Far more importantly, though, because radio programmers now knew what songs made listeners stick around and what made them leave, programming changed. Before the PPM, a song in “heavy rotation” was played just over five times a day. By 2012, that song was played every fifty-five minutes.

Publishers initially raced to stamp out the spread of illegal music. Kevin Kelly says the Internet is a copying machine, and labels tried everything from encryption to malware to protect their content. Fast-forward a few years, and the best way to listen to free music is Youtube—a grossly inefficient tool, but one that’s proven harder to squash.

Music data is all around us. Every repost on Soundcloud is more information for artists and labels. Digital channels let composers share the building blocks of their tracks, letting anyone create remixes or change live performance.

We’re all making data now, too. Millions of people armed with smartphones, anyone can identify a song “in the wild” using tools like Shazam—which in turn tells Shazam, and the publishers, which songs will succeed. When Katy Perry and Lady Gaga released tracks in Europe at around the same time, Shazam knew within hours that Perry’s track would soar and Gaga’s wouldn’t be a global hit.

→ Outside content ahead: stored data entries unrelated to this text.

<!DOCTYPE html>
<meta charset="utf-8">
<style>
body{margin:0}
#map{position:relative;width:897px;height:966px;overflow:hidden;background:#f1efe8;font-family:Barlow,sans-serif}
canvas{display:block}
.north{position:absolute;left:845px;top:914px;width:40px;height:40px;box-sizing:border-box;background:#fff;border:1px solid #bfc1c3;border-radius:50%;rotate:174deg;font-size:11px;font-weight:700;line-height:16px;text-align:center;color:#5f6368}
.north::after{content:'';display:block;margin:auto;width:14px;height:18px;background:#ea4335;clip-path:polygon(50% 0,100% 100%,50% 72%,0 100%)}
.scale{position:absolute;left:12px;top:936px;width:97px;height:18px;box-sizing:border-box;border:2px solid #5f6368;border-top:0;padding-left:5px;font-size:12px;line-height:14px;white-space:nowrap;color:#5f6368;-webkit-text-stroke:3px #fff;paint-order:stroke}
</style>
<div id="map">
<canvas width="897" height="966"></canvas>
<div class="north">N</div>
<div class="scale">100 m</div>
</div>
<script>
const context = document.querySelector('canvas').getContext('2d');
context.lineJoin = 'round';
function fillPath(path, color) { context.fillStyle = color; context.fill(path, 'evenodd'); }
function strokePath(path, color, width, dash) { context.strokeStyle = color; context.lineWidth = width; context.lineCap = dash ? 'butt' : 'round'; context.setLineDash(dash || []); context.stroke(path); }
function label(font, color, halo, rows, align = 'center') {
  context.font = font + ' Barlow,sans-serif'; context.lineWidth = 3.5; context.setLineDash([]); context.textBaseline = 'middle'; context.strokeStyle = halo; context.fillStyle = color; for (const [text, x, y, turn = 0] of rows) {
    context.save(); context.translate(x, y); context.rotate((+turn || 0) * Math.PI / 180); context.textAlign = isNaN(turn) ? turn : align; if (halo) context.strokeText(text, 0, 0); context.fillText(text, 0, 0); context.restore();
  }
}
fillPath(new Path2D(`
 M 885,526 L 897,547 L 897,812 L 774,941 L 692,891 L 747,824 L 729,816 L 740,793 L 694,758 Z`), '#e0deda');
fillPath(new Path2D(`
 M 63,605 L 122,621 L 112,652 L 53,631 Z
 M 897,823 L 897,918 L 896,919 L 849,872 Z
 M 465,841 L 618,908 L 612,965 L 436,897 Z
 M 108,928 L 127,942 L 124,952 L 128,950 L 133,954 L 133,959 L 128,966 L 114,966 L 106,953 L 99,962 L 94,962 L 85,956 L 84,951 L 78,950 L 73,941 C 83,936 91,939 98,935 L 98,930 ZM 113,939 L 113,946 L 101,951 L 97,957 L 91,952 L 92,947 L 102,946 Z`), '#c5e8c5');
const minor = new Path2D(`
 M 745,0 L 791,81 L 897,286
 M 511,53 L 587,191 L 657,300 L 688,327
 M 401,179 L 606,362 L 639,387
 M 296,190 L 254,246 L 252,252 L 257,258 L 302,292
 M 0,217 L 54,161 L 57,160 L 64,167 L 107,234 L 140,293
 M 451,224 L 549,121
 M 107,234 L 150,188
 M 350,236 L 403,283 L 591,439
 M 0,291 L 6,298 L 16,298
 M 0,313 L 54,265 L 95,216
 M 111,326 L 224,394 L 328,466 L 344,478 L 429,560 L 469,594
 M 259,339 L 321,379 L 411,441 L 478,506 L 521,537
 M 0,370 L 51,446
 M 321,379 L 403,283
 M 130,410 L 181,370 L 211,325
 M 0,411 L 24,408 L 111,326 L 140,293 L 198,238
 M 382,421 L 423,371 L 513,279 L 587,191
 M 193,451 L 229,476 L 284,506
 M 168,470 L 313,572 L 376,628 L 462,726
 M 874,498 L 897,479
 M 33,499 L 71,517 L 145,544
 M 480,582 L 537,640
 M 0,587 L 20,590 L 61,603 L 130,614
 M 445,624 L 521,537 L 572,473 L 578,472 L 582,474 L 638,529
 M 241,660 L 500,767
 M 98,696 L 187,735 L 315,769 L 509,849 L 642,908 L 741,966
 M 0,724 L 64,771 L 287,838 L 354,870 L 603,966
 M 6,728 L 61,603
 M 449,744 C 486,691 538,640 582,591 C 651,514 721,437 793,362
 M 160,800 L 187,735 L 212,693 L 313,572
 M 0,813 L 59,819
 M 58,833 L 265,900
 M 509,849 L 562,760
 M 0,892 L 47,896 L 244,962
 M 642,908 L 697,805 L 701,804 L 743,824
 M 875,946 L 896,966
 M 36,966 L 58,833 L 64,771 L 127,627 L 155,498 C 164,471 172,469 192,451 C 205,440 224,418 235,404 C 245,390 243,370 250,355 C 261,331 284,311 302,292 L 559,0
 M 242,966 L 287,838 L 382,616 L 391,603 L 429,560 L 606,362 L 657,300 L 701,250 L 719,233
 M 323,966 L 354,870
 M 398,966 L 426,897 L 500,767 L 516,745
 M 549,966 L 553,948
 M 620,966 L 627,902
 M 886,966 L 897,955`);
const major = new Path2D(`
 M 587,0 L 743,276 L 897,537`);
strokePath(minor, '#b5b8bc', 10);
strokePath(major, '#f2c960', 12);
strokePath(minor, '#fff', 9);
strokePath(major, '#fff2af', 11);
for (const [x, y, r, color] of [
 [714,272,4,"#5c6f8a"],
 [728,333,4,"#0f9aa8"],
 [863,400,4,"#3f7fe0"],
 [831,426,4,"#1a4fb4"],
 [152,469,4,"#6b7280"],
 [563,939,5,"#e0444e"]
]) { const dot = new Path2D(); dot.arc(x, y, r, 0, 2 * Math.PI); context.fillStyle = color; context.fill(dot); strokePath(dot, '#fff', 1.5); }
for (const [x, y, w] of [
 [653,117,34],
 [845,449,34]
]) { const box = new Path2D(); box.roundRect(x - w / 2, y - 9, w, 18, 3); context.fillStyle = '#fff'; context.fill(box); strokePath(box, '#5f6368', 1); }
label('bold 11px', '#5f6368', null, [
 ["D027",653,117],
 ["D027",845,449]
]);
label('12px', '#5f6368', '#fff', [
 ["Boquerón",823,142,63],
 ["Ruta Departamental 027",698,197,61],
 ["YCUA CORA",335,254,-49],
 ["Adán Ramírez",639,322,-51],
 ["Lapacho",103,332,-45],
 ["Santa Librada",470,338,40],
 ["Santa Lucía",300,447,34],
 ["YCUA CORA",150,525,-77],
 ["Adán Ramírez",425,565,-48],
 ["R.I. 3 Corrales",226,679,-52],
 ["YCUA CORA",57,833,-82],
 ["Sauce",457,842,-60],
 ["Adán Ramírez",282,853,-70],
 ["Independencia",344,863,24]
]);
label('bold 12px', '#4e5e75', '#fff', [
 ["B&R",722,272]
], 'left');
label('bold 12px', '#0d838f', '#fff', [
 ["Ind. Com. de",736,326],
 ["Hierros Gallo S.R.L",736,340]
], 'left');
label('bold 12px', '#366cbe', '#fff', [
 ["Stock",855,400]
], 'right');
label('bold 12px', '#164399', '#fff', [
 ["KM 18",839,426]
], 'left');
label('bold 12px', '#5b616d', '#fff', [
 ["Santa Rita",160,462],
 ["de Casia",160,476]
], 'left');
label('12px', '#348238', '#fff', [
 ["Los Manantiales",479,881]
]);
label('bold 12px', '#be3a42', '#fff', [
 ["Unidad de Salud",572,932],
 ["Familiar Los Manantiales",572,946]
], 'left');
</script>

Music is also a barrier to entry. The iTunes library, and its associated functionality, is a huge reason people stay loyal to Apple’s platforms. It’s important to remember that iTunes (January 2001) predates the iPod (October, 2001) significantly. iTunes and its ilk are tools for managing metadata; and yet most music collections are messy enough to drive data scientists to distraction, despite the efforts of applications like Tuneup or Mediabrainz.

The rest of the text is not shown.